(Material provided Opens)

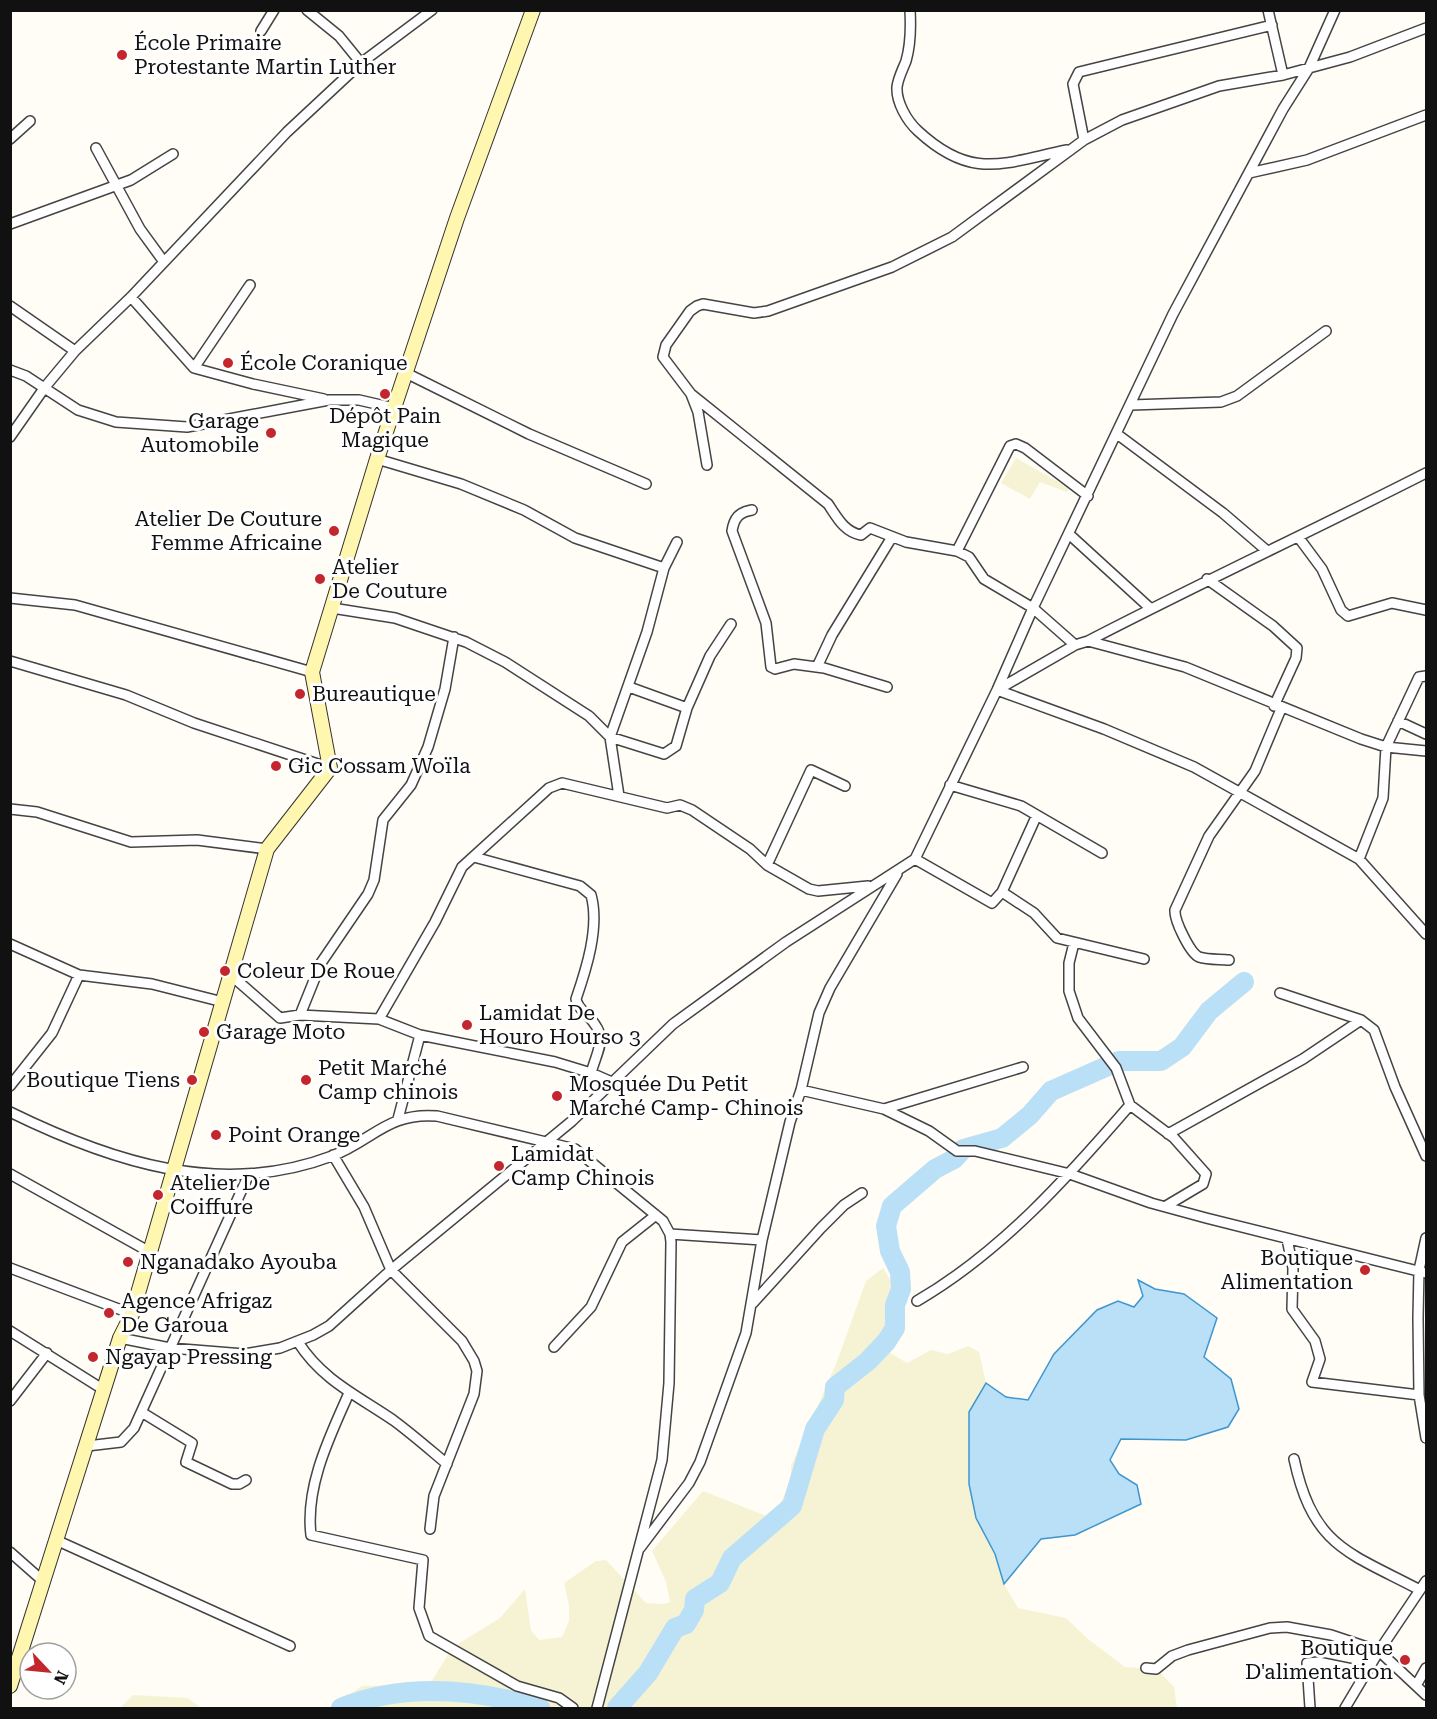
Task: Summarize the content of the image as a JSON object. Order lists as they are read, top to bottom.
{
  "places": [
    "École Primaire Protestante Martin Luther",
    "École Coranique",
    "Dépôt Pain Magique",
    "Garage Automobile",
    "Atelier De Couture Femme Africaine",
    "Atelier De Couture",
    "Bureautique",
    "Gic Cossam Woïla",
    "Coleur De Roue",
    "Lamidat De Houro Hourso 3",
    "Garage Moto",
    "Boutique Tiens",
    "Petit Marché Camp chinois",
    "Mosquée Du Petit Marché Camp- Chinois",
    "Point Orange",
    "Lamidat Camp Chinois",
    "Atelier De Coiffure",
    "Nganadako Ayouba",
    "Boutique Alimentation",
    "Agence Afrigaz De Garoua",
    "Ngayap Pressing",
    "Boutique D'alimentation"
  ],
  "north": "bottom right"
}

(Material provided Closes)

In the copy, include every entry above exactly and leave out each picture.

Task: Summarize the content of the image as a JSON object. Order lists as they are read, top to bottom.
{
  "places": [
    "École Primaire Protestante Martin Luther",
    "École Coranique",
    "Dépôt Pain Magique",
    "Garage Automobile",
    "Atelier De Couture Femme Africaine",
    "Atelier De Couture",
    "Bureautique",
    "Gic Cossam Woïla",
    "Coleur De Roue",
    "Lamidat De Houro Hourso 3",
    "Garage Moto",
    "Boutique Tiens",
    "Petit Marché Camp chinois",
    "Mosquée Du Petit Marché Camp- Chinois",
    "Point Orange",
    "Lamidat Camp Chinois",
    "Atelier De Coiffure",
    "Nganadako Ayouba",
    "Boutique Alimentation",
    "Agence Afrigaz De Garoua",
    "Ngayap Pressing",
    "Boutique D'alimentation"
  ],
  "north": "bottom right"
}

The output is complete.